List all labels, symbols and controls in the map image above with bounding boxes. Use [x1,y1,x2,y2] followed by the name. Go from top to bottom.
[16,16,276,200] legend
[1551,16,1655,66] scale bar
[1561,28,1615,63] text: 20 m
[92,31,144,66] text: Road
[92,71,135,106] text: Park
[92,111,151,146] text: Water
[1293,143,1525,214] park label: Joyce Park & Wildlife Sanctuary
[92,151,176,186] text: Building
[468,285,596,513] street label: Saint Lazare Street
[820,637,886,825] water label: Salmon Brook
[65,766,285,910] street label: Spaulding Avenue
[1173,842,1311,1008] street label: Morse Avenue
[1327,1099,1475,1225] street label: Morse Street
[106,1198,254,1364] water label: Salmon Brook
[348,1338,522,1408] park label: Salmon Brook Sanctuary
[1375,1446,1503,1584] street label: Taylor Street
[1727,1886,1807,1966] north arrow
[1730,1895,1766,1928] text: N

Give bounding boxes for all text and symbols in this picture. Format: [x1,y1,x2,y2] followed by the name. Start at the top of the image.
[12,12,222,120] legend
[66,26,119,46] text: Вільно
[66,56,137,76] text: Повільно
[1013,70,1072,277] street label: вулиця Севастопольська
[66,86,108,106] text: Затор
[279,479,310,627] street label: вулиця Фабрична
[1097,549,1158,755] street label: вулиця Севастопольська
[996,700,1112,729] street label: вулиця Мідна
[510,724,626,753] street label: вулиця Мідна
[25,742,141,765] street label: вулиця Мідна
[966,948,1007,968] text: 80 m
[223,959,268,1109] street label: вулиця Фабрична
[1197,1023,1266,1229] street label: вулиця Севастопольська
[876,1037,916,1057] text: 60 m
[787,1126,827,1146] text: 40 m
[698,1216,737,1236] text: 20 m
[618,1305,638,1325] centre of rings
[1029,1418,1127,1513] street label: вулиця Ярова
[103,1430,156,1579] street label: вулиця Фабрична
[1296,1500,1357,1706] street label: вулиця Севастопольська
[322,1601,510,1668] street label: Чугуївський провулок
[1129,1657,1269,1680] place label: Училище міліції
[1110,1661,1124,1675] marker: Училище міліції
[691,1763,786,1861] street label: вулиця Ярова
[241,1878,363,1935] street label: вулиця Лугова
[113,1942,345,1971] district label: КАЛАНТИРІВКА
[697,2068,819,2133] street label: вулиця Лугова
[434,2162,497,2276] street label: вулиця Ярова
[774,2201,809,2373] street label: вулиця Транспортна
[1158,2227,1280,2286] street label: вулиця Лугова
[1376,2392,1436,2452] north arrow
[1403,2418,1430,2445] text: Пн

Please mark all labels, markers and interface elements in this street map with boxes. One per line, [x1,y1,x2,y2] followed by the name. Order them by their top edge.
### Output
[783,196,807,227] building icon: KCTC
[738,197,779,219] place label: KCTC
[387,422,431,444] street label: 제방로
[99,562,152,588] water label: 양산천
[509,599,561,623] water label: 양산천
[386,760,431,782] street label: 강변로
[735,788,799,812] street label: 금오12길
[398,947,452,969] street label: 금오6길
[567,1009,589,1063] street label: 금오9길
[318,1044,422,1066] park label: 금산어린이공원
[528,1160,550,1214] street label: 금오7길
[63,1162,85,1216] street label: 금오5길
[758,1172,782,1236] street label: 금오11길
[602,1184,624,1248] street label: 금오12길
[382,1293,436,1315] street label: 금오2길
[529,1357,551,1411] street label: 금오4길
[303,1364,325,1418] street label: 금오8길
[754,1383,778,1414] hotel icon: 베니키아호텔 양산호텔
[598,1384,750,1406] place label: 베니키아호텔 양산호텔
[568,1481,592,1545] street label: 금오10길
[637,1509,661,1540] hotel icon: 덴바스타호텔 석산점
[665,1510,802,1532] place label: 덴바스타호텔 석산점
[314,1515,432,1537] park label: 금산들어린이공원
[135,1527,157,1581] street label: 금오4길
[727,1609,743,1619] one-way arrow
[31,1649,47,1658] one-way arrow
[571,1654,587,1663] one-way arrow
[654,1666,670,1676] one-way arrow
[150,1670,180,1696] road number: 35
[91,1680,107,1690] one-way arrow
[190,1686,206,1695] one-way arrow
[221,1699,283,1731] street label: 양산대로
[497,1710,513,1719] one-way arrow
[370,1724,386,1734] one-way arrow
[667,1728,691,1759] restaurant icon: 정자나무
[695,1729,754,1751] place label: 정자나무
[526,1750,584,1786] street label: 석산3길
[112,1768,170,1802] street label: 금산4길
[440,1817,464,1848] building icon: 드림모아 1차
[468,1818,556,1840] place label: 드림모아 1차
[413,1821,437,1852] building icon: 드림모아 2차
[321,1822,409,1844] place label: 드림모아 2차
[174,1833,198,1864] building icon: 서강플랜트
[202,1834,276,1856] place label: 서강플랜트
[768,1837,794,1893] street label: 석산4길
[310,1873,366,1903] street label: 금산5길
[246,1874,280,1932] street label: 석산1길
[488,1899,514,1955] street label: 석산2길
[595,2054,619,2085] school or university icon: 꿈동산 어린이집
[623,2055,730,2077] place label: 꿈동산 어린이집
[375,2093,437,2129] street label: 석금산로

**Problem statement:**
Return each line of the data above verbatim.

**Solution to the problem:**
List all labels, symbols and controls in the map image above with bounding boxes. Use [x1,y1,x2,y2] followed by the name. Go from top to bottom.
[16,16,276,200] legend
[1551,16,1655,66] scale bar
[1561,28,1615,63] text: 20 m
[92,31,144,66] text: Road
[92,71,135,106] text: Park
[92,111,151,146] text: Water
[1293,143,1525,214] park label: Joyce Park & Wildlife Sanctuary
[92,151,176,186] text: Building
[468,285,596,513] street label: Saint Lazare Street
[820,637,886,825] water label: Salmon Brook
[65,766,285,910] street label: Spaulding Avenue
[1173,842,1311,1008] street label: Morse Avenue
[1327,1099,1475,1225] street label: Morse Street
[106,1198,254,1364] water label: Salmon Brook
[348,1338,522,1408] park label: Salmon Brook Sanctuary
[1375,1446,1503,1584] street label: Taylor Street
[1727,1886,1807,1966] north arrow
[1730,1895,1766,1928] text: N

Give bounding boxes for all text and symbols in this picture. Format: [x1,y1,x2,y2] followed by the name. Start at the top of the image.
[12,12,222,120] legend
[66,26,119,46] text: Вільно
[66,56,137,76] text: Повільно
[1013,70,1072,277] street label: вулиця Севастопольська
[66,86,108,106] text: Затор
[279,479,310,627] street label: вулиця Фабрична
[1097,549,1158,755] street label: вулиця Севастопольська
[996,700,1112,729] street label: вулиця Мідна
[510,724,626,753] street label: вулиця Мідна
[25,742,141,765] street label: вулиця Мідна
[966,948,1007,968] text: 80 m
[223,959,268,1109] street label: вулиця Фабрична
[1197,1023,1266,1229] street label: вулиця Севастопольська
[876,1037,916,1057] text: 60 m
[787,1126,827,1146] text: 40 m
[698,1216,737,1236] text: 20 m
[618,1305,638,1325] centre of rings
[1029,1418,1127,1513] street label: вулиця Ярова
[103,1430,156,1579] street label: вулиця Фабрична
[1296,1500,1357,1706] street label: вулиця Севастопольська
[322,1601,510,1668] street label: Чугуївський провулок
[1129,1657,1269,1680] place label: Училище міліції
[1110,1661,1124,1675] marker: Училище міліції
[691,1763,786,1861] street label: вулиця Ярова
[241,1878,363,1935] street label: вулиця Лугова
[113,1942,345,1971] district label: КАЛАНТИРІВКА
[697,2068,819,2133] street label: вулиця Лугова
[434,2162,497,2276] street label: вулиця Ярова
[774,2201,809,2373] street label: вулиця Транспортна
[1158,2227,1280,2286] street label: вулиця Лугова
[1376,2392,1436,2452] north arrow
[1403,2418,1430,2445] text: Пн

Please mark all labels, markers and interface elements in this street map with boxes. One per line, [x1,y1,x2,y2] followed by the name. Order them by their top edge.
### Output
[783,196,807,227] building icon: KCTC
[738,197,779,219] place label: KCTC
[387,422,431,444] street label: 제방로
[99,562,152,588] water label: 양산천
[509,599,561,623] water label: 양산천
[386,760,431,782] street label: 강변로
[735,788,799,812] street label: 금오12길
[398,947,452,969] street label: 금오6길
[567,1009,589,1063] street label: 금오9길
[318,1044,422,1066] park label: 금산어린이공원
[528,1160,550,1214] street label: 금오7길
[63,1162,85,1216] street label: 금오5길
[758,1172,782,1236] street label: 금오11길
[602,1184,624,1248] street label: 금오12길
[382,1293,436,1315] street label: 금오2길
[529,1357,551,1411] street label: 금오4길
[303,1364,325,1418] street label: 금오8길
[754,1383,778,1414] hotel icon: 베니키아호텔 양산호텔
[598,1384,750,1406] place label: 베니키아호텔 양산호텔
[568,1481,592,1545] street label: 금오10길
[637,1509,661,1540] hotel icon: 덴바스타호텔 석산점
[665,1510,802,1532] place label: 덴바스타호텔 석산점
[314,1515,432,1537] park label: 금산들어린이공원
[135,1527,157,1581] street label: 금오4길
[727,1609,743,1619] one-way arrow
[31,1649,47,1658] one-way arrow
[571,1654,587,1663] one-way arrow
[654,1666,670,1676] one-way arrow
[150,1670,180,1696] road number: 35
[91,1680,107,1690] one-way arrow
[190,1686,206,1695] one-way arrow
[221,1699,283,1731] street label: 양산대로
[497,1710,513,1719] one-way arrow
[370,1724,386,1734] one-way arrow
[667,1728,691,1759] restaurant icon: 정자나무
[695,1729,754,1751] place label: 정자나무
[526,1750,584,1786] street label: 석산3길
[112,1768,170,1802] street label: 금산4길
[440,1817,464,1848] building icon: 드림모아 1차
[468,1818,556,1840] place label: 드림모아 1차
[413,1821,437,1852] building icon: 드림모아 2차
[321,1822,409,1844] place label: 드림모아 2차
[174,1833,198,1864] building icon: 서강플랜트
[202,1834,276,1856] place label: 서강플랜트
[768,1837,794,1893] street label: 석산4길
[310,1873,366,1903] street label: 금산5길
[246,1874,280,1932] street label: 석산1길
[488,1899,514,1955] street label: 석산2길
[595,2054,619,2085] school or university icon: 꿈동산 어린이집
[623,2055,730,2077] place label: 꿈동산 어린이집
[375,2093,437,2129] street label: 석금산로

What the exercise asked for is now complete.